Durante su investigación, el sociólogo, ahora en la Universidad de Toronto (Canadá), acompañó a los supervivientes de tiroteos a sus casas, a sus trabajos, a sus citas con los servicios sociales, a las discotecas, a sus juicios, a por drogas. En resumen, compartió sus vidas. “Descubrí que el tratamiento del dolor era una preocupación central para la mayoría de las víctimas. También me di cuenta de que la mayor parte de las víctimas no tenía acceso continuado al sistema sanitario”, comenta Lee. Para calmar sus dolores, los chavales heridos recurrían al alcohol, a la marihuana, a medicamentos contra la ansiedad y al Percocet adquirido a camellos de poca monta.
La gran inspiración para el sociólogo ha sido el comienzo de La metamorfosis de Franz Kafka: “Una mañana, tras un sueño intranquilo, Gregor Samsa se despertó convertido en un monstruoso insecto. Estaba echado de espaldas sobre un duro caparazón y, al alzar la cabeza, vio su vientre convexo y oscuro, surcado por curvadas callosidades, sobre el cual casi no se aguantaba la colcha, que estaba a punto de escurrirse hasta el suelo. Numerosas patas, penosamente delgadas en comparación con el grosor normal de sus piernas, se agitaban sin concierto. «¿Qué me ha ocurrido?». No estaba soñando. Su habitación, una habitación normal, aunque muy pequeña, tenía el aspecto habitual”.
Como el monstruo de Kafka
En su investigación, Lee intenta mostrar cómo viven las víctimas de armas de fuego con balas alojadas en su cuerpo o con desfiguraciones provocadas por los propios disparos o por cirugías de emergencia. “Varios jóvenes que conocí se despertaron en una unidad de cuidados intensivos descubriendo que habían sido desfigurados, que eran como el monstruo sobre el que escribe Kafka”, narra el sociólogo.
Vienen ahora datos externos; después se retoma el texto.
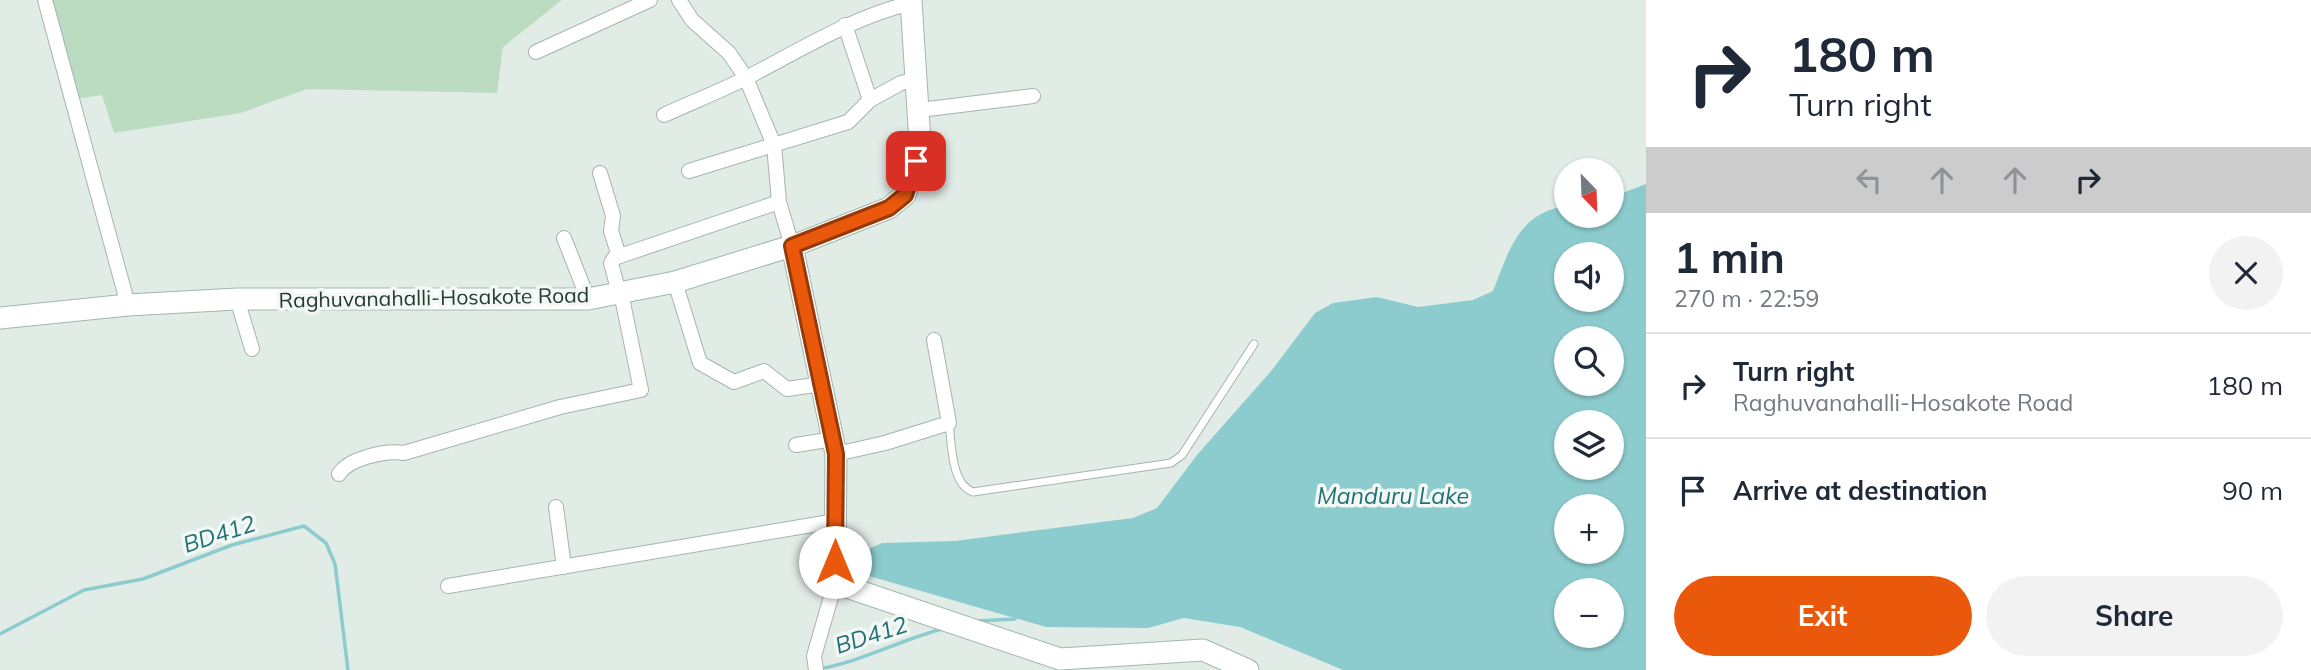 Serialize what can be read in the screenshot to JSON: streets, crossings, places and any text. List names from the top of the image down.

Lee recuerda el caso de uno de los jóvenes de Filadelfia, Winston, de 25 años. Una noche, cuando regresaba a su hogar tras haber pasado un rato en casa de un amigo, escuchó pasos a sus espaldas. Asustado en medio de la oscuridad, echó a correr. Su perseguidor disparó entonces una pistola semiautomática del calibre 45. La primera bala le despedazó el pie izquierdo. El segundo proyectil le destrozó los intestinos y parte del páncreas y un riñón. Pese a sus heridas, consiguió llegar a casa. Su madre lo llevó al hospital, donde los cirujanos le extirparon tres metros de intestino.
Para salvar su vida, los médicos decidieron someter a Winston a una operación quirúrgica llamada cirugía de control de daños, concebida para evitar posibles infecciones u otras complicaciones. “Optando por dejar su abdomen abierto, cubrieron su estómago y sus intestinos con un injerto de piel tomada de sus piernas”, detalla Lee. “Aunque esta operación tiene sentido médico, tiene consecuencias no intencionadas para víctimas como Winston, que vivió durante un año con su estómago y sus intestinos por fuera”.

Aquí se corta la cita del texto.